Il carattere di Giovanni si forgia innanzitutto in famiglia, in cui vivono forti personalità, dalle “vecchie zie, sempre signorine, tanto devote quanto moderne”, allo zio acquisito “Benedetto Violante, che fu un vero libertino in gioventù” e che sposò una delle zie “non più in età da marito”. Ecco il ricordo di Maria trascritto da Monica: “Lo zio artista era ormai vecchio e un po’ smemorato quando i ragazzi Falcone crescevano, tuttavia esercitò una grande influenza su Giovanni. Era antifascista, e scatenava in famiglia discussioni e reazioni accese. Mamma Luisa, che aveva stampato in cuore il senso dello stato e della patria cui aveva regalato un fratello, vedeva in Mussolini un garante di questo sentimento. Era una donna priva di cultura politica, aveva studiato in casa, e per lei quel parente pittore era un elemento scardinante, anche se sapeva affascinare e aprire la mente”. Ed ancora. “In famiglia era forte il senso civile, c’era lo zio sindaco, il fratello di nonna, Pietro Bonanno, che, in un solo anno di governo della città, prima di una morte improvvisa, costruì il moderno ospedale e i lidi sul mare per i più poveri”.

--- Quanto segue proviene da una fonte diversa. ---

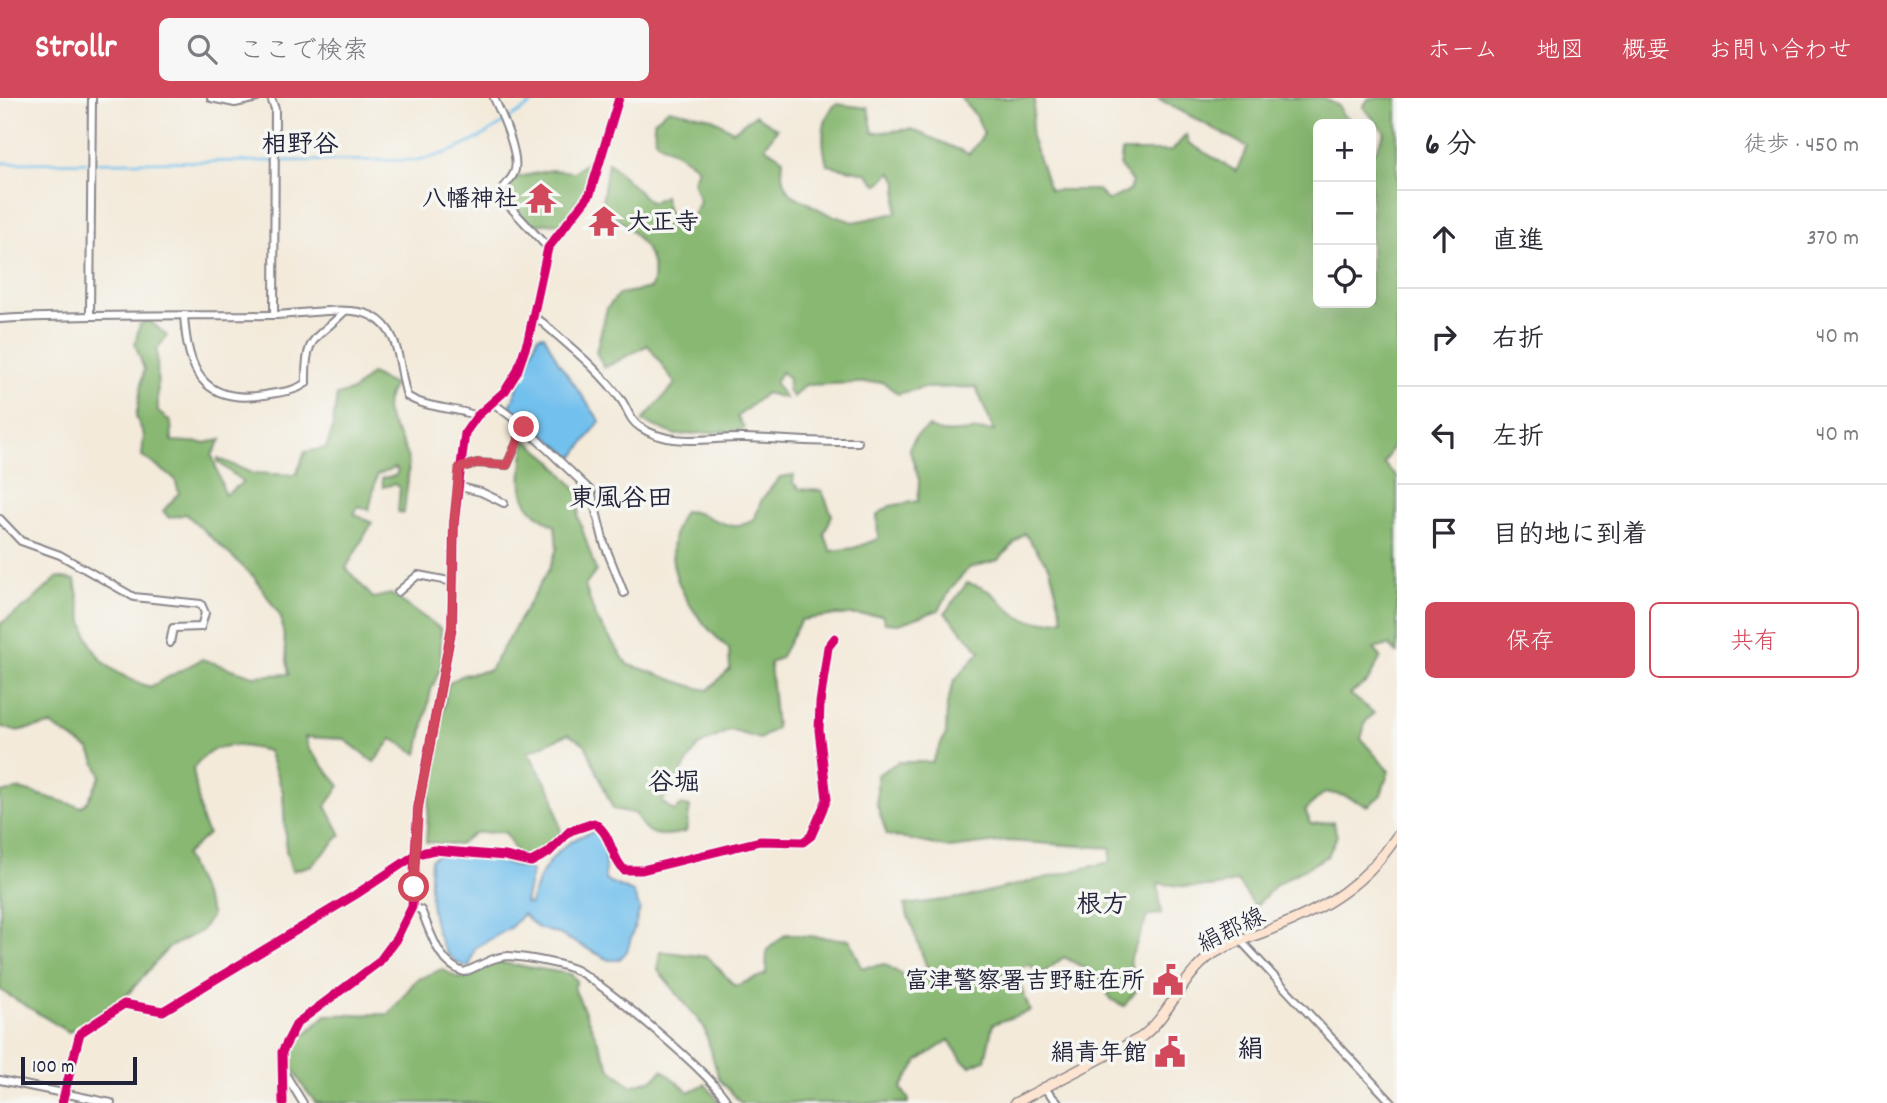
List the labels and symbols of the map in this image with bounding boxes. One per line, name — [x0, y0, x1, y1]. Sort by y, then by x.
district label: 相野谷 — [261, 128, 339, 165]
temple icon: 八幡神社 — [524, 181, 558, 215]
place label: 八幡神社 — [422, 184, 518, 218]
temple icon: 大正寺 — [587, 204, 621, 238]
place label: 大正寺 — [627, 207, 699, 241]
route end — [508, 411, 539, 442]
district label: 東風谷田 — [569, 482, 673, 519]
district label: 谷堀 — [648, 766, 700, 803]
route start — [398, 871, 429, 902]
district label: 根方 — [1076, 888, 1128, 925]
street label: 絹郡線 — [1193, 901, 1272, 963]
public building icon: 富津警察署吉野駐在所 — [1151, 963, 1185, 997]
place label: 富津警察署吉野駐在所 — [905, 966, 1145, 1000]
district label: 絹 — [1238, 1033, 1264, 1070]
public building icon: 絹青年館 — [1153, 1035, 1187, 1069]
place label: 絹青年館 — [1051, 1038, 1147, 1072]
scale bar — [21, 1054, 136, 1086]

L’amore per lo sport di Giovanni traspare più volte nelle pagine di Monica Mondo. “Più grandicello, decise di mettere su muscoli in palestra: ginnastica artistica, come si usava in quegli anni, parallele, anelli e spalliera. Una brutta caduta gli causò la frattura del gomito, ma non disse nulla; nonostante le cure, quel braccio trascurato faticava a reggere il peso del corpo. Se non poteva essere il primo alle parallele, avrebbe cambiato sport. E divenne allora un piccolo campione di canottaggio: eccolo ritratto in posa, per evidenziare la muscolatura, conscio di tante medaglie. ‘Vedi’ diceva al compagno di doppio ‘se non abbiamo vinto stavolta dobbiamo chiederci dove abbiamo sbagliato, rivedere la strategia’”.
Nel libro si annotano anche altre personalità che hanno contribuito negli anni dell’adolescenza a forgiare il carattere di Giovanni. Tra tutti spicca quello del professore Salvo “che tutti conoscevano a Palermo: colto, controcorrente, severo. Fu lui a formarlo, ad aprirgli la ragione e acuirgli il senso della critica, forse troppo. Forse fu proprio il professore il tramite per il suo allontanamento dalla fede. Ma è un bene che questa si alleni con l’esercizio duro della ragione, non è un male se deve combattere e apparentemente affievolirsi, per diventare più forte”.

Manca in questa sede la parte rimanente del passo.